Most translate growth as meaning increased revenue, profit, and opportunity. However, along with all the positives, growth also brings increased risk which can imperil both current and future firm operations. Absent recognition of these risk factors, you may grow your firm to the point of extinction before you even realize it. Some specific risks to avoid include:
- Lack of planning. When business is down, we fret, lament the competition, and focus on the long-term in a concerted effort to prevent failure. When business is good, we rejoice, celebrate the easy wins, and focus on the short-term in an effort to meet immediate needs. Why is planning for the future one of the first items pushed to the sidelines when we get busy? Absent development and adherence to a plan, all the benefits of great economic periods are expended in the short-term with no goal of sustained growth for your firm. You don’t want to be that squirrel who eats all the acorns as they are gathered and then starves to death in the cold winter ahead.
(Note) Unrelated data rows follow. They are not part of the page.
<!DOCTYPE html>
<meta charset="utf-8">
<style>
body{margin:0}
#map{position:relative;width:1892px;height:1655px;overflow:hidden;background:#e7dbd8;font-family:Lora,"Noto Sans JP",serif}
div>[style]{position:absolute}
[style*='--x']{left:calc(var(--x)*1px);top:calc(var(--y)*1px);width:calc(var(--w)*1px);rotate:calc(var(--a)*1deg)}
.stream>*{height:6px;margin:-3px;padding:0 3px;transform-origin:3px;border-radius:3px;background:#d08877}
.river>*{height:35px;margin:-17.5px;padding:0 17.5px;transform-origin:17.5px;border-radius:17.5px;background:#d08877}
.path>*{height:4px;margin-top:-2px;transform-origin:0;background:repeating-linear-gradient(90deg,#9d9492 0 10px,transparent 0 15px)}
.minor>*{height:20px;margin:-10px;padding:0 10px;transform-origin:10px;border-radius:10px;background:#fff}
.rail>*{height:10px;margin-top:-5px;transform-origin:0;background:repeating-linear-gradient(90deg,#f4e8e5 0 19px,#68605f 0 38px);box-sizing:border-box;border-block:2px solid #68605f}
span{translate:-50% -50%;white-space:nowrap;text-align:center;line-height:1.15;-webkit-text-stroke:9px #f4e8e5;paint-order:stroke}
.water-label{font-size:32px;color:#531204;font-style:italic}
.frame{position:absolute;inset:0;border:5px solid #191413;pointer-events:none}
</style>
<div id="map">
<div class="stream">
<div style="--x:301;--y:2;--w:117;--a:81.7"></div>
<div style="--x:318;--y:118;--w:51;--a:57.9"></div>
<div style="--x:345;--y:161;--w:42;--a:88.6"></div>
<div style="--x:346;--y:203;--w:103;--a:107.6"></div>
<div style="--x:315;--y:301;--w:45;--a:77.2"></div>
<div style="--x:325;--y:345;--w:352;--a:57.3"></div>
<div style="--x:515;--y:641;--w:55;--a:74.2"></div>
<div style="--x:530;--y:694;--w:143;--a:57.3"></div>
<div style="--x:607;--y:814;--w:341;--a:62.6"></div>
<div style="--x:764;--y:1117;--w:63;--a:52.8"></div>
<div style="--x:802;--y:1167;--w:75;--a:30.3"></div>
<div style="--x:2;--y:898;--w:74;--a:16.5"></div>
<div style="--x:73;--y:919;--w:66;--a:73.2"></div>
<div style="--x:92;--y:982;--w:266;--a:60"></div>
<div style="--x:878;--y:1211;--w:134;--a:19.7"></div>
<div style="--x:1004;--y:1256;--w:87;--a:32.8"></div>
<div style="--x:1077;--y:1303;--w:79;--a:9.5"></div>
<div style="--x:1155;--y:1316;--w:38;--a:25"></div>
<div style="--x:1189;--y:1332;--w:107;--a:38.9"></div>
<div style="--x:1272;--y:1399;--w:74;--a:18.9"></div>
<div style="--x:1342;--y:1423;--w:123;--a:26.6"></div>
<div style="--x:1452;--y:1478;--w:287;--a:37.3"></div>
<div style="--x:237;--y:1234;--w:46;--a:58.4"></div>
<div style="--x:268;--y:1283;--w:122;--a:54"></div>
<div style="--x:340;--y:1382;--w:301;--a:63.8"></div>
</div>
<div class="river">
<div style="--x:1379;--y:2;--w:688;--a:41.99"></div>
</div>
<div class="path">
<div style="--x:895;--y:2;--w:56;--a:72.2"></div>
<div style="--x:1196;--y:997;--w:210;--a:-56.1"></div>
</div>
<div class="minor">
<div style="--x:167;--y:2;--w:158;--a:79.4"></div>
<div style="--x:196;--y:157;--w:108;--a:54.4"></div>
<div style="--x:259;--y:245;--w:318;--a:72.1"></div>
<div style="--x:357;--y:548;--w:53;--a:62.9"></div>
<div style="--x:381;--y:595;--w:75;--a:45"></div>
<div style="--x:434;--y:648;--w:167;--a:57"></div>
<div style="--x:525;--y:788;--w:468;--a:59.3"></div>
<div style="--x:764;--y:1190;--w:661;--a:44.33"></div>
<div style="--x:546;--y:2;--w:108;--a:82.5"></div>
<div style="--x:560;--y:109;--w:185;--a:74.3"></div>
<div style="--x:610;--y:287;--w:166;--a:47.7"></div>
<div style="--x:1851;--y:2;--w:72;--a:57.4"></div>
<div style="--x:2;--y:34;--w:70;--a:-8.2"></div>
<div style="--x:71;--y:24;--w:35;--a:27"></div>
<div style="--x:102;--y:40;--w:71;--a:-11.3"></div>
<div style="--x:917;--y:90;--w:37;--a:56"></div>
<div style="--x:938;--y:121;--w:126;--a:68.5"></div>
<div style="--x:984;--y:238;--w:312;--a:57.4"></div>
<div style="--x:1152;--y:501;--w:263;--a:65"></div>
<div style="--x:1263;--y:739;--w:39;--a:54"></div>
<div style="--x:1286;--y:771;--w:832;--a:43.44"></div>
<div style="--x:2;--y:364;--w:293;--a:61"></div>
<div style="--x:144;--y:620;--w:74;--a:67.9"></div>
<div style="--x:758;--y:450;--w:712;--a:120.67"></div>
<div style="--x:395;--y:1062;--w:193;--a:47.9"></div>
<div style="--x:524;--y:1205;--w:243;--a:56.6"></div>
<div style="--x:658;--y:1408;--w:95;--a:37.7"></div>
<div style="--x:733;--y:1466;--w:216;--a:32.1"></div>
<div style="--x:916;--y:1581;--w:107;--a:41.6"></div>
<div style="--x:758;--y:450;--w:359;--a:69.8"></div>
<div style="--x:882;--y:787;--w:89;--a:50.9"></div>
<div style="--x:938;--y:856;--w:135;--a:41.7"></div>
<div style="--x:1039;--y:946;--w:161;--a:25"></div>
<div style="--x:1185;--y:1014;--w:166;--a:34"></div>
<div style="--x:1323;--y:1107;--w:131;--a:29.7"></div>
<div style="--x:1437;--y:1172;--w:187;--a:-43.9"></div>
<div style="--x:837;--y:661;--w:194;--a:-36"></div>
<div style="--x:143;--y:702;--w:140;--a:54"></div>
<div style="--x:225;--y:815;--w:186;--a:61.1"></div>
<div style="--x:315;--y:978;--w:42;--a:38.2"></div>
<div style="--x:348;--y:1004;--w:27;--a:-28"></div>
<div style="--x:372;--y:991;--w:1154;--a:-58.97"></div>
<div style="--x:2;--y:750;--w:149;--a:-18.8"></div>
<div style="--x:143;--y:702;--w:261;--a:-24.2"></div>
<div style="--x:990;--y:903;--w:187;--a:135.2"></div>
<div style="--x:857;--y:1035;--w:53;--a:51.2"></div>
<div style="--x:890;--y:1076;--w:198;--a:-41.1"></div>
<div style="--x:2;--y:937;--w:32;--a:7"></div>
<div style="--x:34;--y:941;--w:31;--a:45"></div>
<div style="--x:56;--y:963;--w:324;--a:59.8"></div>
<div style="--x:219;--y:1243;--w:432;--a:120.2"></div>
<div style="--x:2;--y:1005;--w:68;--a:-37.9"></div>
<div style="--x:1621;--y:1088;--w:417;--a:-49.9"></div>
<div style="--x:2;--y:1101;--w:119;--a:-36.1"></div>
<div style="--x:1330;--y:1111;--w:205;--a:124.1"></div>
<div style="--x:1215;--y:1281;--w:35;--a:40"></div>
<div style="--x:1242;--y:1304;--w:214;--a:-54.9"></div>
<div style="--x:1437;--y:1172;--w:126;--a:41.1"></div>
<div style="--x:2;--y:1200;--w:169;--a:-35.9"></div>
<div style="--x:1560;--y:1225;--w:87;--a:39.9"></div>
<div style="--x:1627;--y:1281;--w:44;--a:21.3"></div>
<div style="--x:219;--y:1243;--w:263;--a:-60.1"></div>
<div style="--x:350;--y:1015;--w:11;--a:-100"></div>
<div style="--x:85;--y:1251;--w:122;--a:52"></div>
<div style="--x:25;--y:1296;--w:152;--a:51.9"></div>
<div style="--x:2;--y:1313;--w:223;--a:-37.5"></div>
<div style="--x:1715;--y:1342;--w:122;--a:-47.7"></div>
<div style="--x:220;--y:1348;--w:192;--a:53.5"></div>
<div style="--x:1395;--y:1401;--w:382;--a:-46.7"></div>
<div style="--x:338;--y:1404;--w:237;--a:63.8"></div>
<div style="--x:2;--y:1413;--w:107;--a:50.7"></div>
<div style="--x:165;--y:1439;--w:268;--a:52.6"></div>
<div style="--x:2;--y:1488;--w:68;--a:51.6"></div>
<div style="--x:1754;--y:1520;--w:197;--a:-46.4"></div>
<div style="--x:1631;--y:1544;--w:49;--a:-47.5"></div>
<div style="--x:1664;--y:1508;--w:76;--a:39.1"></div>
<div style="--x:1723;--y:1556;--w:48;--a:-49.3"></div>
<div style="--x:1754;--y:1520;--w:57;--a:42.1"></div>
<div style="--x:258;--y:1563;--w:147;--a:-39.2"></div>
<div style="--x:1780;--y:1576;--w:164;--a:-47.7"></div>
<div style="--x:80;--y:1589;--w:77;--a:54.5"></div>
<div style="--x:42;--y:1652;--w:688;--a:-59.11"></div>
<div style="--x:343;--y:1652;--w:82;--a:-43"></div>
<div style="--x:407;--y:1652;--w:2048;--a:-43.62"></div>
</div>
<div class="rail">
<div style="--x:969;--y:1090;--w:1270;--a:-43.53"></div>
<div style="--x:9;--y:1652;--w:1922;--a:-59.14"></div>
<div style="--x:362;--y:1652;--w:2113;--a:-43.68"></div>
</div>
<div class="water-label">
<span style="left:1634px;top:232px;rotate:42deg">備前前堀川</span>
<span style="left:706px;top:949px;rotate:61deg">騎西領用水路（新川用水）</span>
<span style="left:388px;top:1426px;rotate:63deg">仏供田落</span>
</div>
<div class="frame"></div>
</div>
- Lost focus on finances. Cash flow and access to financial resources are always king in a down economy, but in a fast growth economy your capital needs also invariably grow. Expenses escalate as you increase staff, need more office space and acquire additional equipment. Are you prepared to handle the financial demands of a growth spurt? Also, are your collections dragging and your aged receivables increasing? Don’t fall into the trap of praising your increased invoicing and lose sight of fact that it is of no value until you receive payment.
- Pressure on staff. As your work volume increases, pressures will invariably intensify on your staff. Firm leaders often view expansion as creating greater opportunity, but staff may see that same expansion as imposing a greater burden on them. The firm may hire new staff, but to existing staff this may be interpreted as diluting their opportunities for individual growth. And if you have expectations of increased hours or productivity from your staff, you better be prepared to lead by example. It is important to acknowledge the many different points of view regarding growth and firm leaders must communicate in thought and deed why they have decided to grow. It is critical that you maintain buy-in from staff.
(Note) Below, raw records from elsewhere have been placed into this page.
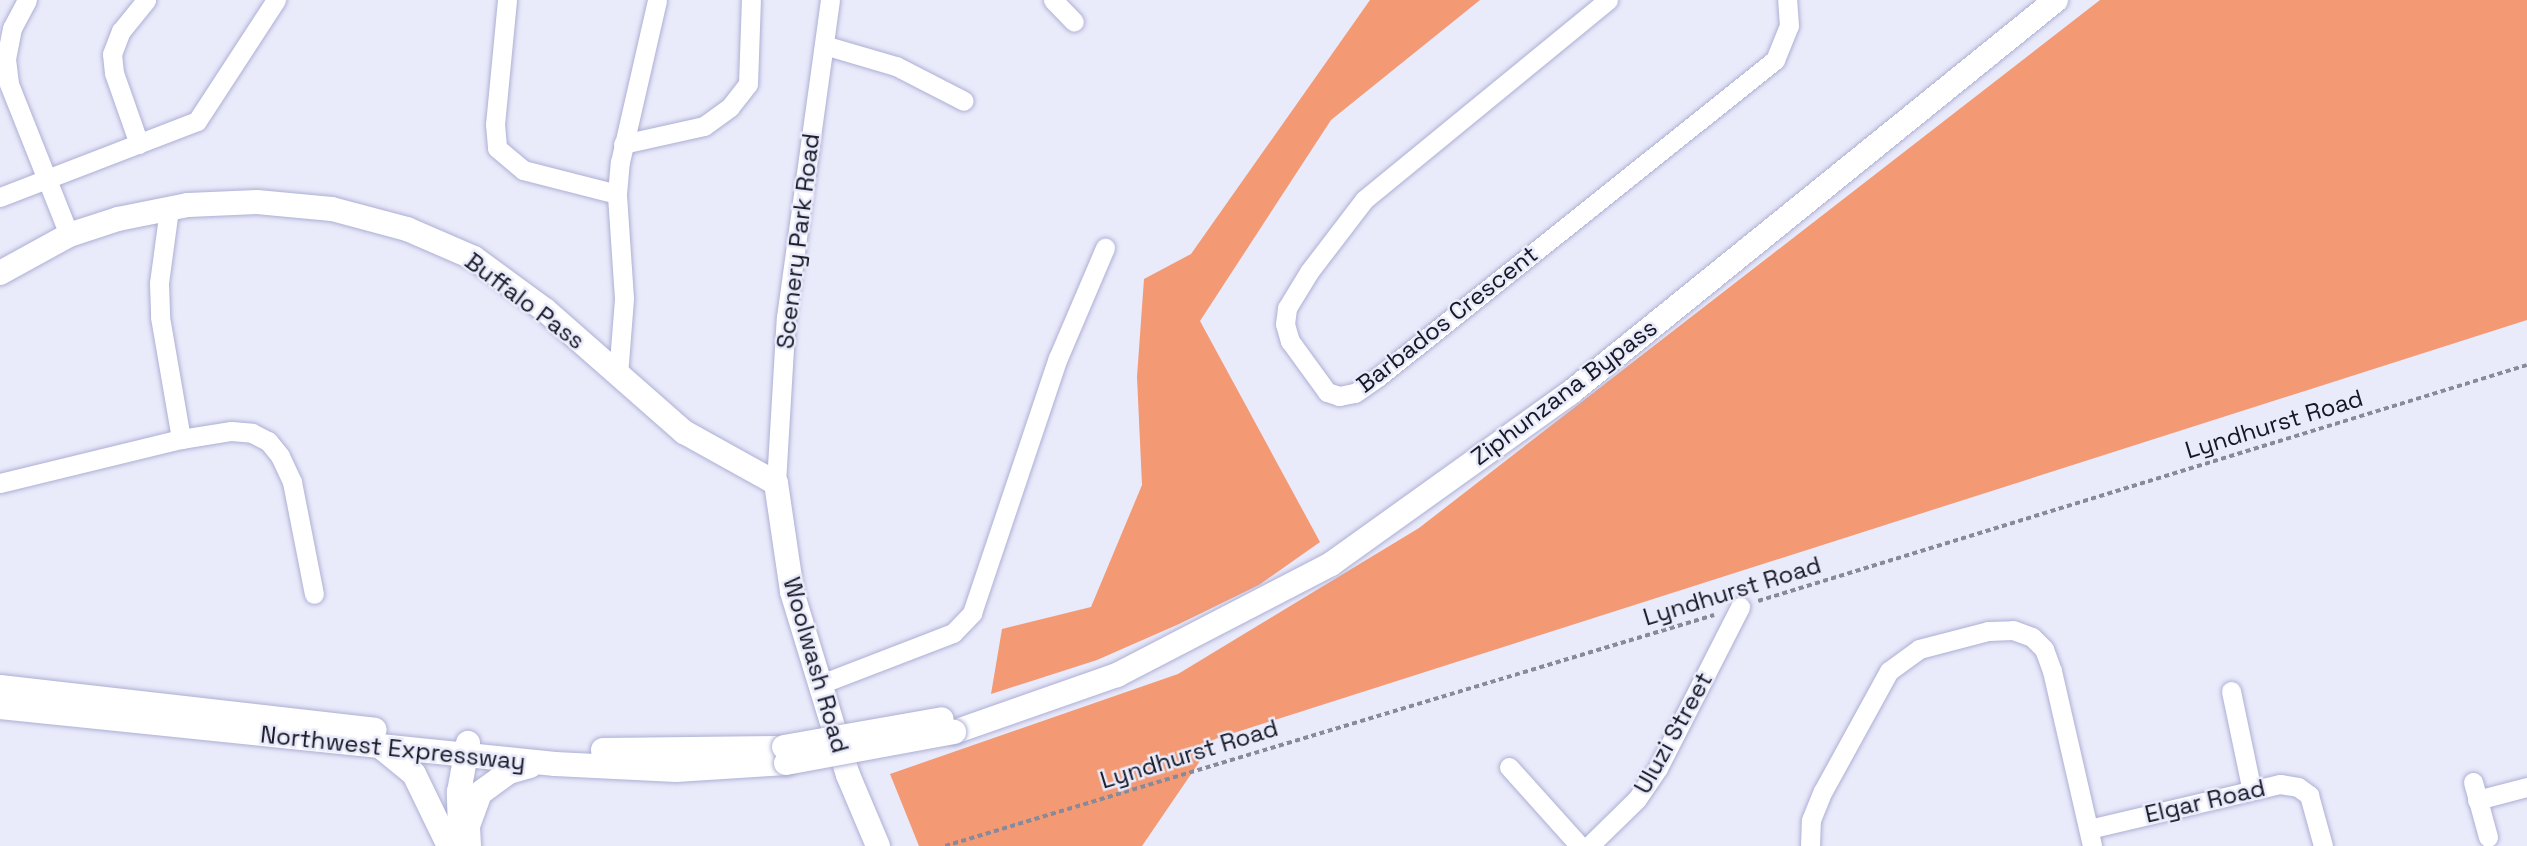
<!DOCTYPE html>
<html>
<head>
<meta charset="utf-8">
<style>
  body { margin:0 }
  #map { position:relative; width:2527px; height:846px; overflow:hidden; background:#e9eafa; font-family:"Space Grotesk",sans-serif }
  div>[style] { position:absolute }
  .forest>* { inset:0; background:#f39974 }
  .path>* { height:3.5px; margin-top:-1.75px; transform-origin:0; background:repeating-linear-gradient(90deg,#898a99 0 5px,transparent 0 8.5px) }
  .roads { filter:drop-shadow(0 0 2px #adafd4) drop-shadow(0 0 2px #adafd4) }
  .minor>* { height:19px; margin:-9.5px; padding:0 9.5px; transform-origin:9.5px; border-radius:9.5px; background:#fff }
  .major>* { height:24px; margin:-12px; padding:0 12px; transform-origin:12px; border-radius:12px; background:#fff }
  .bridges { filter:drop-shadow(0 0 2px #adafd4) drop-shadow(0 0 2px #adafd4) }
  .major-bridge>* { height:24px; margin:-12px; padding:0 12px; transform-origin:12px; border-radius:12px; background:#fff }
  span { translate:-50% -50%; white-space:nowrap; text-align:center; line-height:1.15; -webkit-text-stroke:5px #e9eafa; paint-order:stroke }
  .street-label { font-size:24px; color:#161724 }
</style>
</head>
<body>
<div id="map">
  <div class="forest">
    <i style="clip-path:polygon(1370px 0,1480px 0,1331px 120px,1200px 321px,1320px 542px,1259px 585px,1179px 624px,1097px 660px,991px 694px,1002px 629px,1091px 607px,1142px 485px,1137px 377px,1144px 279px,1191px 254px)"></i>
    <i style="clip-path:polygon(2100px 0,2527px 0,2527px 320px,1215px 739px,1142px 846px,919px 846px,890px 774px,1178px 674px,1419px 528px)"></i>
  </div>
  <div class="path">
    <i style="left:1758px;top:601px;width:804px;rotate:-17.06deg"></i>
    <i style="left:945px;top:846px;width:803px;rotate:-16.72deg"></i>
  </div>
  <div class="roads">
    <div class="minor">
      <i style="left:27px;top:0;width:32px;rotate:118deg"></i>
      <i style="left:12px;top:28px;width:32px;rotate:101deg"></i>
      <i style="left:6px;top:59px;width:25px;rotate:83deg"></i>
      <i style="left:9px;top:84px;width:162px;rotate:68.3deg"></i>
      <i style="left:507px;top:0;width:125px;rotate:95.5deg"></i>
      <i style="left:495px;top:124px;width:24px;rotate:85deg"></i>
      <i style="left:497px;top:148px;width:34px;rotate:40deg"></i>
      <i style="left:523px;top:170px;width:97px;rotate:14.3deg"></i>
      <i style="left:1053px;top:0;width:30px;rotate:46deg"></i>
      <i style="left:1608px;top:0;width:315px;rotate:140.7deg"></i>
      <i style="left:1364px;top:200px;width:91px;rotate:127.4deg"></i>
      <i style="left:1309px;top:272px;width:42px;rotate:121.4deg"></i>
      <i style="left:1287px;top:308px;width:16px;rotate:97deg"></i>
      <i style="left:1285px;top:324px;width:18px;rotate:74deg"></i>
      <i style="left:1290px;top:341px;width:63px;rotate:54deg"></i>
      <i style="left:1327px;top:392px;width:13px;rotate:18deg"></i>
      <i style="left:1339px;top:396px;width:16px;rotate:-11deg"></i>
      <i style="left:1355px;top:393px;width:28px;rotate:-35deg"></i>
      <i style="left:1378px;top:377px;width:508px;rotate:-38.61deg"></i>
      <i style="left:1775px;top:60px;width:37px;rotate:-68deg"></i>
      <i style="left:1789px;top:26px;width:26px;rotate:-94deg"></i>
      <i style="left:824px;top:45px;width:75px;rotate:16.3deg"></i>
      <i style="left:896px;top:66px;width:76px;rotate:27.2deg"></i>
      <i style="left:139px;top:144px;width:75px;rotate:-109.4deg"></i>
      <i style="left:114px;top:73px;width:19px;rotate:-96deg"></i>
      <i style="left:112px;top:54px;width:25px;rotate:-69deg"></i>
      <i style="left:121px;top:31px;width:40px;rotate:-51deg"></i>
      <i style="left:623px;top:144px;width:83px;rotate:-12.5deg"></i>
      <i style="left:704px;top:126px;width:32px;rotate:-36deg"></i>
      <i style="left:730px;top:107px;width:29px;rotate:-52deg"></i>
      <i style="left:748px;top:84px;width:84px;rotate:-88deg"></i>
      <i style="left:0;top:197px;width:211px;rotate:-21.1deg"></i>
      <i style="left:197px;top:121px;width:145px;rotate:-56.9deg"></i>
      <i style="left:169px;top:209px;width:75px;rotate:97.7deg"></i>
      <i style="left:159px;top:283px;width:34px;rotate:88deg"></i>
      <i style="left:160px;top:317px;width:124px;rotate:80.2deg"></i>
      <i style="left:618px;top:375px;width:77px;rotate:-85.5deg"></i>
      <i style="left:624px;top:298px;width:104px;rotate:-93.9deg"></i>
      <i style="left:617px;top:194px;width:32px;rotate:-85deg"></i>
      <i style="left:620px;top:162px;width:166px;rotate:-77.1deg"></i>
      <i style="left:0;top:483px;width:186px;rotate:-13.7deg"></i>
      <i style="left:181px;top:439px;width:51px;rotate:-9.1deg"></i>
      <i style="left:231px;top:431px;width:21px;rotate:5deg"></i>
      <i style="left:252px;top:433px;width:18px;rotate:27deg"></i>
      <i style="left:268px;top:441px;width:19px;rotate:51deg"></i>
      <i style="left:280px;top:456px;width:29px;rotate:65deg"></i>
      <i style="left:292px;top:482px;width:114px;rotate:78.9deg"></i>
      <i style="left:776px;top:483px;width:166px;rotate:-86.6deg"></i>
      <i style="left:786px;top:317px;width:320px;rotate:-82.1deg"></i>
      <i style="left:818px;top:685px;width:145px;rotate:-21.1deg"></i>
      <i style="left:953px;top:633px;width:28px;rotate:-46deg"></i>
      <i style="left:972px;top:613px;width:269px;rotate:-71.4deg"></i>
      <i style="left:1058px;top:358px;width:120px;rotate:-66.9deg"></i>
      <i style="left:2231px;top:691px;width:98px;rotate:78.2deg"></i>
      <i style="left:1509px;top:767px;width:106px;rotate:48.1deg"></i>
      <i style="left:2473px;top:782px;width:57px;rotate:74.7deg"></i>
      <i style="left:2477px;top:800px;width:52px;rotate:-14.6deg"></i>
      <i style="left:2089px;top:829px;width:196px;rotate:-13.3deg"></i>
      <i style="left:2280px;top:784px;width:18px;rotate:9deg"></i>
      <i style="left:2298px;top:787px;width:14px;rotate:36deg"></i>
      <i style="left:2309px;top:795px;width:53px;rotate:74.6deg"></i>
      <i style="left:1589px;top:846px;width:67px;rotate:-44.4deg"></i>
      <i style="left:1637px;top:799px;width:37px;rotate:-56deg"></i>
      <i style="left:1658px;top:768px;width:181px;rotate:-63deg"></i>
      <i style="left:1810px;top:846px;width:26px;rotate:-88deg"></i>
      <i style="left:1811px;top:820px;width:31px;rotate:-68deg"></i>
      <i style="left:1823px;top:791px;width:137px;rotate:-61.2deg"></i>
      <i style="left:1889px;top:671px;width:37px;rotate:-36deg"></i>
      <i style="left:1919px;top:649px;width:71px;rotate:-14.6deg"></i>
      <i style="left:1988px;top:631px;width:25px;rotate:-2deg"></i>
      <i style="left:2013px;top:630px;width:20px;rotate:20deg"></i>
      <i style="left:2032px;top:637px;width:17px;rotate:45deg"></i>
      <i style="left:2044px;top:649px;width:23px;rotate:70deg"></i>
      <i style="left:2052px;top:671px;width:180px;rotate:77.1deg"></i>
    </div>
    <div class="major">
      <i style="left:0;top:273px;width:79px;rotate:-28.8deg"></i>
      <i style="left:69px;top:235px;width:52px;rotate:-18.1deg"></i>
      <i style="left:118px;top:219px;width:71px;rotate:-11.3deg"></i>
      <i style="left:188px;top:205px;width:69px;rotate:-2.5deg"></i>
      <i style="left:257px;top:202px;width:75px;rotate:5.3deg"></i>
      <i style="left:332px;top:209px;width:78px;rotate:14.9deg"></i>
      <i style="left:407px;top:229px;width:73px;rotate:23.4deg"></i>
      <i style="left:474px;top:258px;width:88px;rotate:36.2deg"></i>
      <i style="left:545px;top:310px;width:185px;rotate:41.3deg"></i>
      <i style="left:684px;top:432px;width:105px;rotate:29deg"></i>
      <i style="left:776px;top:483px;width:110px;rotate:81.6deg"></i>
      <i style="left:792px;top:592px;width:191px;rotate:73deg"></i>
      <i style="left:848px;top:775px;width:77px;rotate:67.1deg"></i>
      <i style="left:0;top:687px;width:377px;rotate:6.5deg"></i>
      <i style="left:0;top:707px;width:558px;rotate:5.86deg"></i>
      <i style="left:555px;top:764px;width:121px;rotate:2.8deg"></i>
      <i style="left:676px;top:770px;width:110px;rotate:-3.6deg"></i>
      <i style="left:954px;top:732px;width:173px;rotate:-19.3deg"></i>
      <i style="left:1117px;top:675px;width:241px;rotate:-27.4deg"></i>
      <i style="left:1331px;top:564px;width:294px;rotate:-35.6deg"></i>
      <i style="left:1570px;top:393px;width:625px;rotate:-38.96deg"></i>
      <i style="left:382px;top:748px;width:41px;rotate:39.1deg"></i>
      <i style="left:414px;top:774px;width:80px;rotate:64.1deg"></i>
      <i style="left:603px;top:750px;width:173px;rotate:-0.7deg"></i>
      <i style="left:460px;top:828px;width:36px;rotate:-92deg"></i>
      <i style="left:459px;top:792px;width:50px;rotate:-79.6deg"></i>
      <i style="left:469px;top:846px;width:20px;rotate:-93deg"></i>
      <i style="left:468px;top:826px;width:35px;rotate:-70deg"></i>
      <i style="left:480px;top:793px;width:36px;rotate:-36deg"></i>
      <i style="left:509px;top:772px;width:22px;rotate:-16deg"></i>
    </div>
  </div>
  <div class="bridges">
    <div class="major-bridge">
      <i style="left:784px;top:747px;width:160px;rotate:-10deg"></i>
      <i style="left:786px;top:763px;width:171px;rotate:-10.5deg"></i>
    </div>
  </div>
  <div class="street-label">
    <span style="left:798px;top:241px;rotate:-83deg">Scenery Park Road</span>
    <span style="left:525px;top:301px;rotate:37deg">Buffalo Pass</span>
    <span style="left:1447px;top:319px;rotate:-38deg">Barbados Crescent</span>
    <span style="left:1564px;top:392px;rotate:-37deg">Ziphunzana Bypass</span>
    <span style="left:2274px;top:424px;rotate:-17deg">Lyndhurst Road</span>
    <span style="left:1732px;top:591px;rotate:-17deg">Lyndhurst Road</span>
    <span style="left:816px;top:665px;rotate:74deg">Woolwash Road</span>
    <span style="left:1673px;top:733px;rotate:-61deg">Uluzi Street</span>
    <span style="left:393px;top:748px;rotate:6deg">Northwest Expressway</span>
    <span style="left:1189px;top:754px;rotate:-17deg">Lyndhurst Road</span>
    <span style="left:2205px;top:801px;rotate:-13deg">Elgar Road</span>
  </div>
</div>
</body>
</html>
- Strained support systems. Increases in billable staff may also mean that you need to increase support staff. What was adequate to support a staff of 20 is woefully inadequate to support a staff of 60. The last thing you want is to have highly paid billable staff focus on non-billable work. Not only is that unproductive, it is extremely frustrating for all involved. Similarly, your technology must keep pace with the needs of your staff and clients. Failure to adequately invest in all areas of business operations will create process inefficiencies resulting in lost revenue and profits.
- Reduced quality. With more work and abbreviated project schedules comes thoughts of short circuiting normal work processes to gain back time. You might even rationalize that you don’t need quality assurance reviews on all your projects, just those overseen by your younger or recently hired staff. Regardless of experience level, we are all human and when pressured we all are more prone to make mistakes. Failure to produce quality work will derail any thoughts of growth as no one wants to hire a firm which extols poor workmanship. There are reasons professional liability claims increase after periods of economic growth, and failure to maintain the quality of your work is a primary cause.
- Impact on culture. When your growth requires new hires, you decide to expand geographically or you expand through acquisition, are you able to maintain the culture and values you embraced prior to this period of growth? Successful firms usually attribute some of their success to differentiating traits within the firm culture. If that is the case, then your culture must be protected and nurtured. You cannot afford for your culture to become a commodity that is altered as a matter of convenience. Without respect for the intrinsic values of your firm, your growth may be impacted by turnover or lost clients because your firm no longer offers anything meaningful that differentiates you from your competition.
Planned growth can be a great ride, but growth just to keep up appearances is a terrible decision under any circumstances. If you chose a strategic path which identifies and addresses the risks, your firm will benefit from your leadership. However, turning to ad hoc decisions made strictly to address ever changing daily challenges will undermine your firm’s performance and long-term success.